Records contained in a dataset:
_ _ _ _ _ _ _

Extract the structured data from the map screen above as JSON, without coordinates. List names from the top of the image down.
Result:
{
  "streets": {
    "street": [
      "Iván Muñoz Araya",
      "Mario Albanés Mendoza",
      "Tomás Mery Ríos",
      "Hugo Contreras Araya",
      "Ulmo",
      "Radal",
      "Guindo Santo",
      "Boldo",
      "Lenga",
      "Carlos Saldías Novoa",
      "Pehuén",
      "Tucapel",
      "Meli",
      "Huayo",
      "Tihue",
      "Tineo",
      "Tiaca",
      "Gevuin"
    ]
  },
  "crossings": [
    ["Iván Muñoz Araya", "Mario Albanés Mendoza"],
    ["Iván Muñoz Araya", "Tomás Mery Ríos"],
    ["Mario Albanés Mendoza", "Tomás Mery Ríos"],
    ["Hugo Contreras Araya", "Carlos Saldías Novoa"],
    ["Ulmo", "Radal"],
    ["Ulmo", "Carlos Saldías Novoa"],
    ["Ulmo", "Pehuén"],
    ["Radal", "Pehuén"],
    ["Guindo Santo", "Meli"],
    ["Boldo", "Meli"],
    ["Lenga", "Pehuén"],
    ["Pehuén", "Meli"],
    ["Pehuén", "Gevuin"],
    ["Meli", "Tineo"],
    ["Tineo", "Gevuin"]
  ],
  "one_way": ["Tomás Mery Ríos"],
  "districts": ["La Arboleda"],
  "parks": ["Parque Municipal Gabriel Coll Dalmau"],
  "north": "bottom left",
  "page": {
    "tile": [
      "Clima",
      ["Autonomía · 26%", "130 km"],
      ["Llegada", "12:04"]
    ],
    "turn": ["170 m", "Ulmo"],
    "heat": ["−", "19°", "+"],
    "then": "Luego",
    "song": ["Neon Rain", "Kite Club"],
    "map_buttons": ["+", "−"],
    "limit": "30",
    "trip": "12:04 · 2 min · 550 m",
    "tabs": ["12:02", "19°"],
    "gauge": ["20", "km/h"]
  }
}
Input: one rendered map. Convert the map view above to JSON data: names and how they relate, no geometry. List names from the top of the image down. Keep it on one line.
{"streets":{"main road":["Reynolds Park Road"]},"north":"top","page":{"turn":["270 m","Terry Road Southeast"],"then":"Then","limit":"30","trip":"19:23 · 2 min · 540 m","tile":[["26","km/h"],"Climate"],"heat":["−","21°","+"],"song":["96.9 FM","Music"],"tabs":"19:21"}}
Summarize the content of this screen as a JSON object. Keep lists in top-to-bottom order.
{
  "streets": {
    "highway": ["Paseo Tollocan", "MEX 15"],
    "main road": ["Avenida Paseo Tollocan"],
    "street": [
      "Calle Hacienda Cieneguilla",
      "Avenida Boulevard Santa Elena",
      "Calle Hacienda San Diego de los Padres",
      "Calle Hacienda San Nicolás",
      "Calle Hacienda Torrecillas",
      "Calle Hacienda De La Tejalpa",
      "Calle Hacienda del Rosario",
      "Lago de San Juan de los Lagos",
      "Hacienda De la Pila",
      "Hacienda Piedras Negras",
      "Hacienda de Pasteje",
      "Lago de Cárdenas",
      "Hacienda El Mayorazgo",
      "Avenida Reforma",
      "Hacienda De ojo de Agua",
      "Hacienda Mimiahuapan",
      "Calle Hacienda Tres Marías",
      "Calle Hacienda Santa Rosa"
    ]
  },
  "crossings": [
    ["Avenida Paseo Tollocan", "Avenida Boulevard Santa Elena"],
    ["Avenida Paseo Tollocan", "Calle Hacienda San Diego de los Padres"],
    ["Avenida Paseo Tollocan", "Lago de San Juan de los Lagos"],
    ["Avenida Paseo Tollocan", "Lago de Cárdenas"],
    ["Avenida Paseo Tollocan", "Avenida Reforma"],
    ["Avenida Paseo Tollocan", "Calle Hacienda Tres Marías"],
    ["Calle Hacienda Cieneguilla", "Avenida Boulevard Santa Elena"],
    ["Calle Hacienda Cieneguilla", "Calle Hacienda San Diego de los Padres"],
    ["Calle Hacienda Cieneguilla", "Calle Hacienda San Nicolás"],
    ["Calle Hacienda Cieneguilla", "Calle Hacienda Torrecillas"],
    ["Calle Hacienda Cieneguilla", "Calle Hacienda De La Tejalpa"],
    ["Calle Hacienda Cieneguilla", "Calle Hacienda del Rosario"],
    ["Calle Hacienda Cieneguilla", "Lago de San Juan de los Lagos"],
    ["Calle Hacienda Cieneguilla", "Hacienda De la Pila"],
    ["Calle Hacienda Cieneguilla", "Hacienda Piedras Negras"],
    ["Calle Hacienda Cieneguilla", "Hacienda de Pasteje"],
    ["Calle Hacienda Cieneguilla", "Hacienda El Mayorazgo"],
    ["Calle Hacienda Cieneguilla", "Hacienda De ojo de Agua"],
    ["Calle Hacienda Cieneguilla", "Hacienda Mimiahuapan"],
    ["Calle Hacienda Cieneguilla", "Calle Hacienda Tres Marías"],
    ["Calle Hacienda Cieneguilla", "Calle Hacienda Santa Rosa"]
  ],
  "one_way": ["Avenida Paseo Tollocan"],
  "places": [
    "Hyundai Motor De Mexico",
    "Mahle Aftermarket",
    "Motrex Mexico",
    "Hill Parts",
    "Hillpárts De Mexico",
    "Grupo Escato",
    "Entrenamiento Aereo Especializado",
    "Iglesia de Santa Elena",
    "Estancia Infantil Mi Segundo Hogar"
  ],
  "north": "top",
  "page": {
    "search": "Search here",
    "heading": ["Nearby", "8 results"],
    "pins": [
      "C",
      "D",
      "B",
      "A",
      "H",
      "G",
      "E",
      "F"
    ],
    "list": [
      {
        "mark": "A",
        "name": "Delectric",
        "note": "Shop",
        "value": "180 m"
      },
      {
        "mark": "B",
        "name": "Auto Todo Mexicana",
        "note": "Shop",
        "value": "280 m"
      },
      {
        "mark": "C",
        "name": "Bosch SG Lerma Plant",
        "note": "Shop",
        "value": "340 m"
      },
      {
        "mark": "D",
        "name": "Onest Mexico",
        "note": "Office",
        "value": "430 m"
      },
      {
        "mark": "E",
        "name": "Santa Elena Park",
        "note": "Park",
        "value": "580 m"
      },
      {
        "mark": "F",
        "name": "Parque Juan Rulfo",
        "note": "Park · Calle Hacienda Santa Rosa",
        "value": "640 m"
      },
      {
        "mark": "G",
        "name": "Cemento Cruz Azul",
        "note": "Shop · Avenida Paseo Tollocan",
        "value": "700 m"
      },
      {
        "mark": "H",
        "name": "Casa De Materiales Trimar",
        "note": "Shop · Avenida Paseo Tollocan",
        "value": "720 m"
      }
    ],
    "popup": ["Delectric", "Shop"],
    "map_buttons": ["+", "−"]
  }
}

_ _ _ _ _ _ _

REQUIRED ACTION:
From the data above, copy out every line with the string "Agua" in it.

TASK ANSWER:
      "Hacienda De ojo de Agua",
    ["Calle Hacienda Cieneguilla", "Hacienda De ojo de Agua"],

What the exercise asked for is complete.